Landing Page Optimization (LPO, also known as WebPages Optimization) is the process of improving a visitor’s perception of a website by optimizing it’s content and appearance in order to make them more appealing to the target audiences as measured by target goals such as conversion rate or other.

Multivariate Landing Page Optimization (MVLPO) is Landing Page Optimization based on an experimental design.

here are three major types of LPO based on targeting:

  • Associative Content Targeting (also called ‘rules-based optimization’ or ‘passive targeting’). Modifies the content with relevant to the visitors information based on the search criteria, source, geo-information of source traffic or other known generic parameters that can be used for explicit non-research based consumer segmentation.
  • Predictive Content Targeting (also called ‘active targeting’). Adjusts the content by correlating any known information about the visitors (e.g., prior purchase behavior, personal demographic information, browsing patterns, etc.) to anticipated (desired) future actions based on predictive analytics.

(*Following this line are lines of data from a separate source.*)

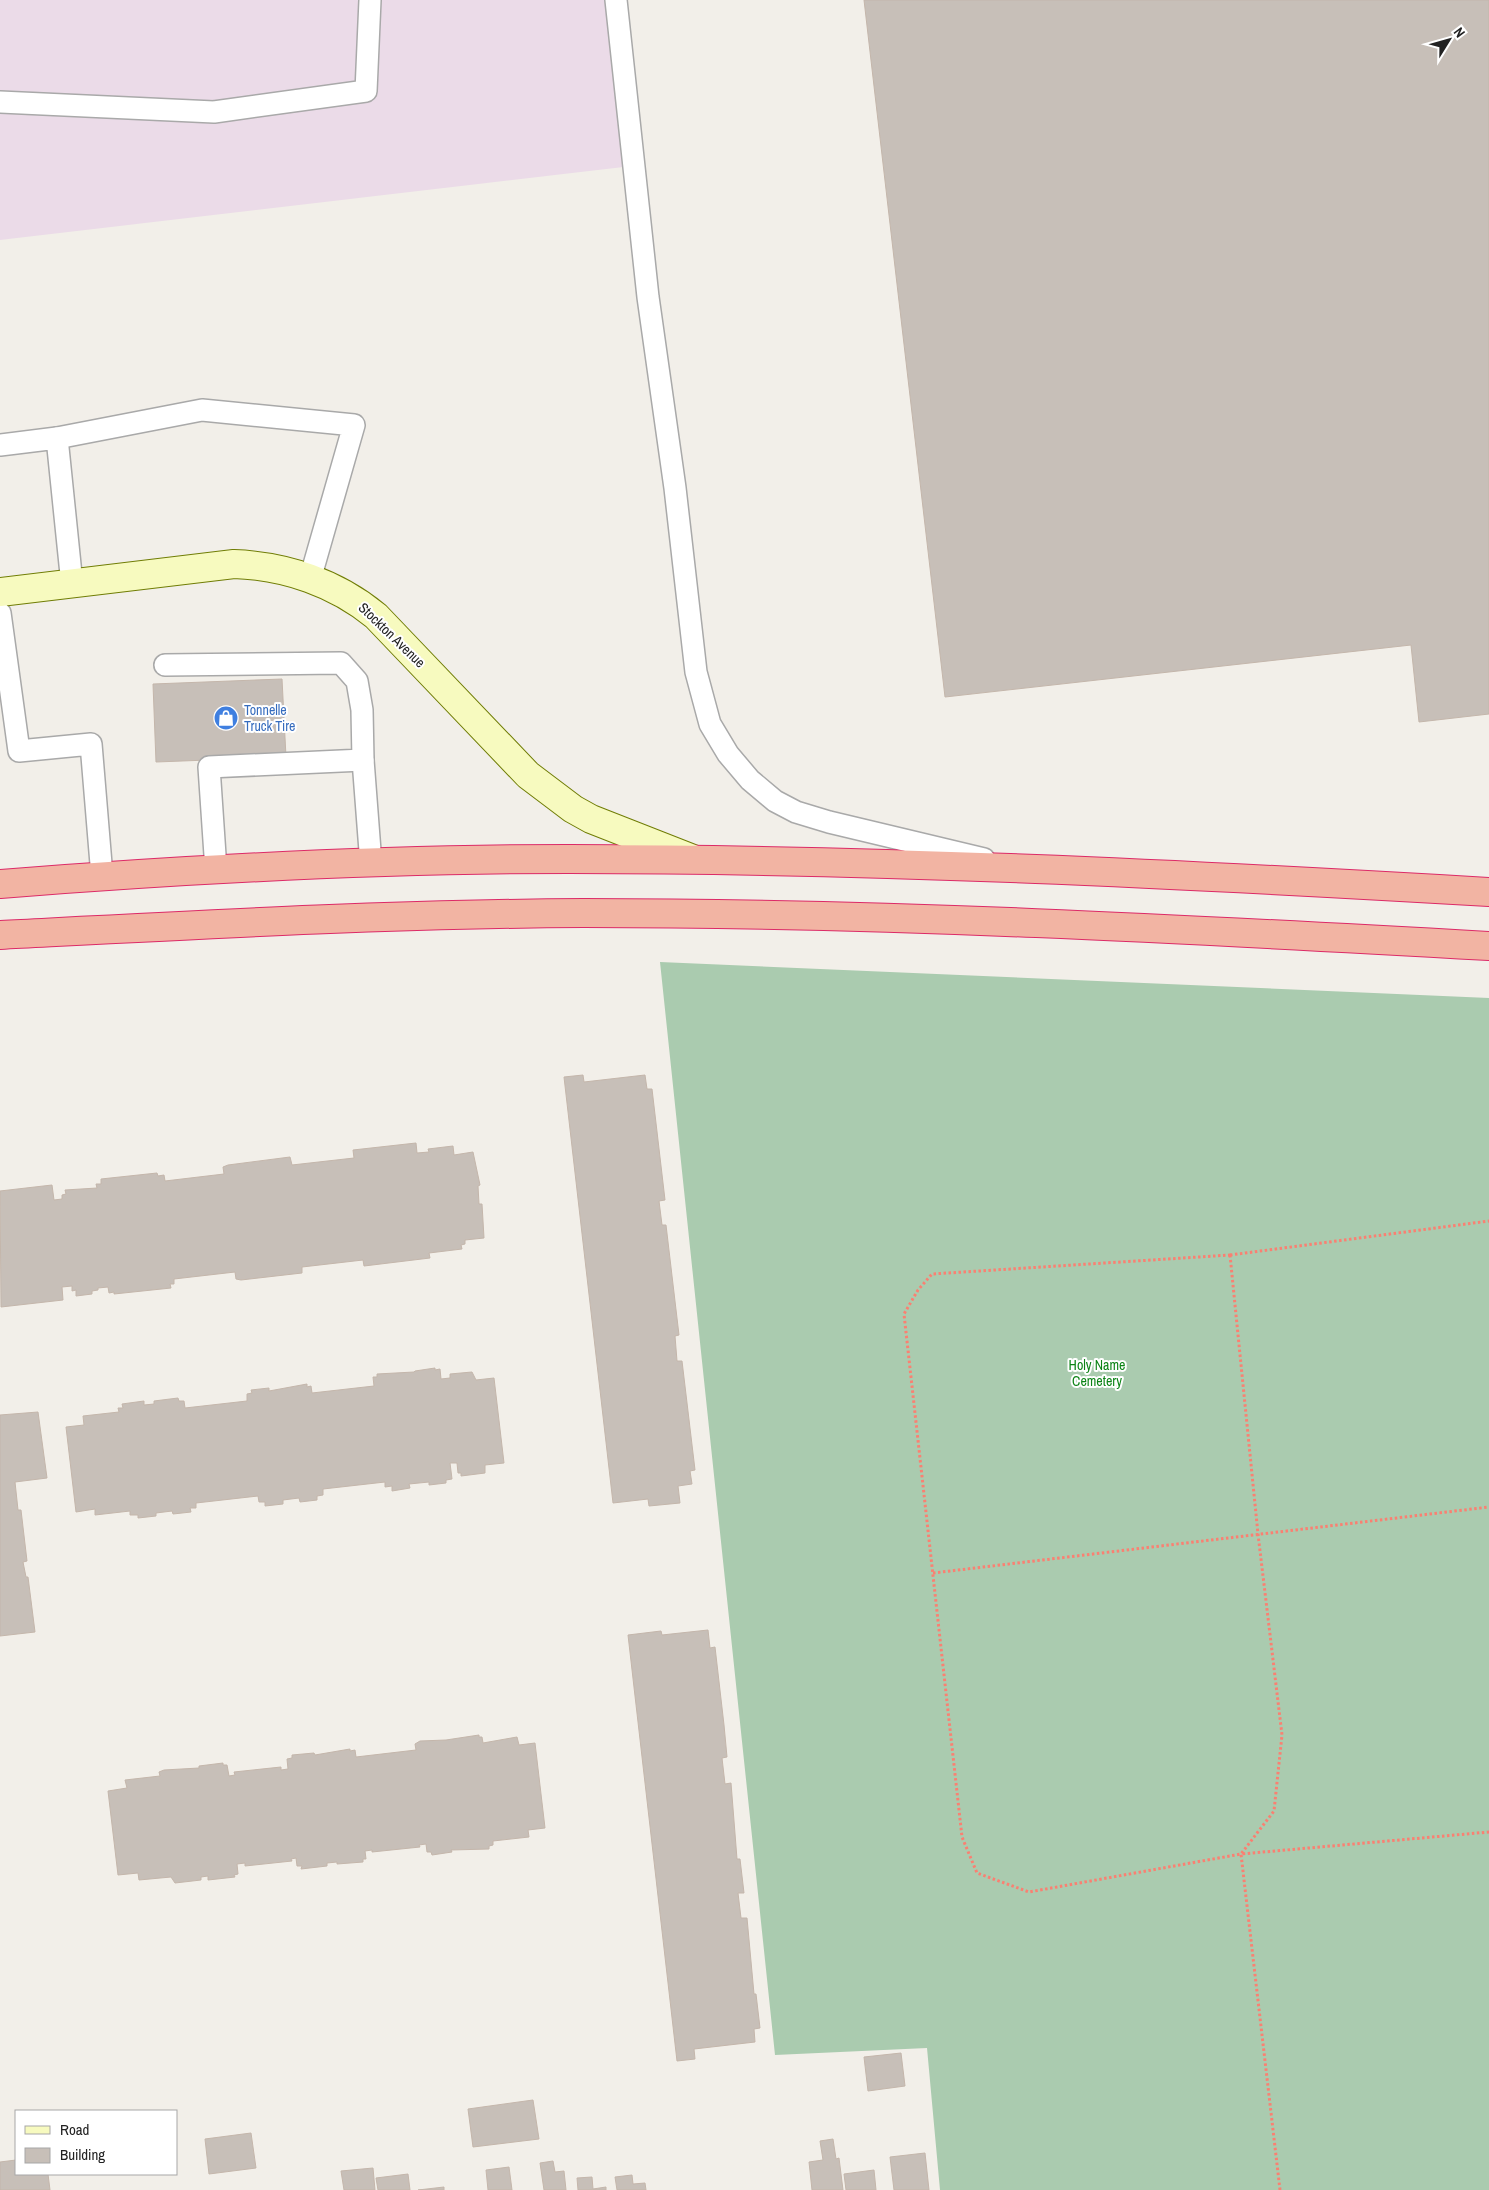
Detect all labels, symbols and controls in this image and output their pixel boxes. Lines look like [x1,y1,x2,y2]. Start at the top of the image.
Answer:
north arrow [1424,15,1474,65]
text: N [1450,23,1469,41]
street label: Stockton Avenue [355,599,429,671]
place label: Tonnelle Truck Tire [244,701,295,735]
shop icon: Tonnelle Truck Tire [213,705,239,731]
park label: Holy Name Cemetery [1069,1356,1125,1390]
legend [15,2110,178,2175]
text: Road [60,2119,89,2140]
text: Building [60,2144,105,2165]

There are two major types of LPO based on experimentation:

  • Close-Ended Experimentation exposes consumers to various executions of landing pages and observes their behavior. At the end of the test, an optimal page is selected that permanently replaces the experimental pages. This page is usually the most efficient one in achieving target goals such as conversion rate, etc. It may be one of tested pages or a synthesized one from individual elements never tested together. The methods include simple A/B-split test, multivariate (conjoint) based, Taguchi, Total Experience testing, etc.
  • Open-Ended Experimentation is similar to Close-Ended Experimentation with ongoing dynamic adjustment of the page based on continuing experimentation.

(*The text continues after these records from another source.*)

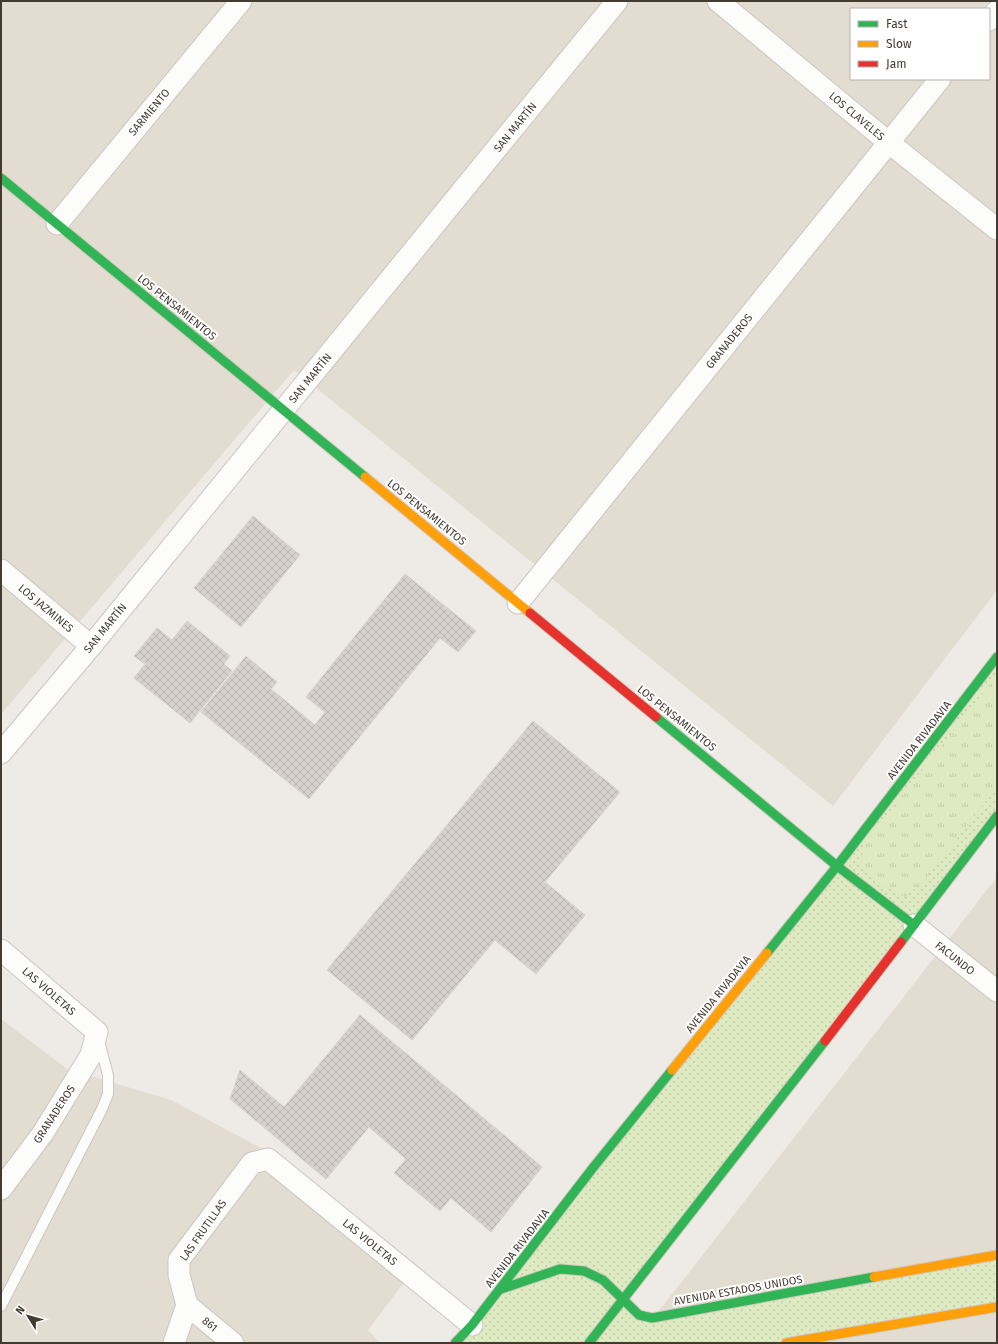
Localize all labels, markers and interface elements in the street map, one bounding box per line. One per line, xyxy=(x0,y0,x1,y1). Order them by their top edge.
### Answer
legend xyxy=(850,8,990,80)
text: Fast xyxy=(886,17,908,31)
text: Slow xyxy=(886,37,912,51)
text: Jam xyxy=(886,57,906,71)
street label: SARMIENTO xyxy=(126,86,173,138)
street label: LOS CLAVELES xyxy=(826,89,887,143)
street label: SAN MARTÍN xyxy=(491,99,539,155)
street label: LOS PENSAMIENTOS xyxy=(135,272,219,343)
street label: GRANADEROS xyxy=(703,311,755,371)
street label: SAN MARTÍN xyxy=(286,350,334,406)
street label: LOS PENSAMIENTOS xyxy=(385,477,469,548)
street label: LOS JAZMINES xyxy=(15,582,76,635)
street label: SAN MARTÍN xyxy=(81,600,129,656)
street label: LOS PENSAMIENTOS xyxy=(635,683,719,754)
street label: AVENIDA RIVADAVIA xyxy=(885,698,955,782)
street label: FACUNDO xyxy=(932,939,977,978)
street label: AVENIDA RIVADAVIA xyxy=(683,952,754,1036)
street label: LAS VIOLETAS xyxy=(19,965,78,1018)
street label: GRANADEROS xyxy=(31,1083,78,1146)
street label: LAS FRUTILLAS xyxy=(177,1197,229,1264)
street label: AVENIDA RIVADAVIA xyxy=(483,1206,553,1290)
street label: LAS VIOLETAS xyxy=(340,1216,400,1268)
street label: AVENIDA ESTADOS UNIDOS xyxy=(673,1273,803,1308)
north arrow xyxy=(8,1296,48,1336)
text: N xyxy=(13,1303,28,1317)
street label: 861 xyxy=(199,1314,220,1335)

This article covers in details only the approaches based on the experimentation. Experimentation based LPO can be achieved using the following most frequently used methodologies: A/B split test, Multivariate LPO and Total Experience Testing. The methodologies are applicable to both – close-ended and open-ended types of experimentation.

A/B Testing

A/B Testing (also called ‘A/B Split Test’): a generic name of testing a limited set (usually 2 or 3) of pre-created executions of a web page without use of experimental design. The typical goal is to try, for example, three versions of the home page or product page or support FAQ page and see which version of the page works better. The outcome in A/B Testing is usually measured as click-thru to next page or conversion, etc. The testing can be conducted sequentially or concurrently. In sequential (the easiest to implement) execution the page executions are placed online one at a time for a specified period. Parallel execution (‘split test’) divides the traffic between the executions.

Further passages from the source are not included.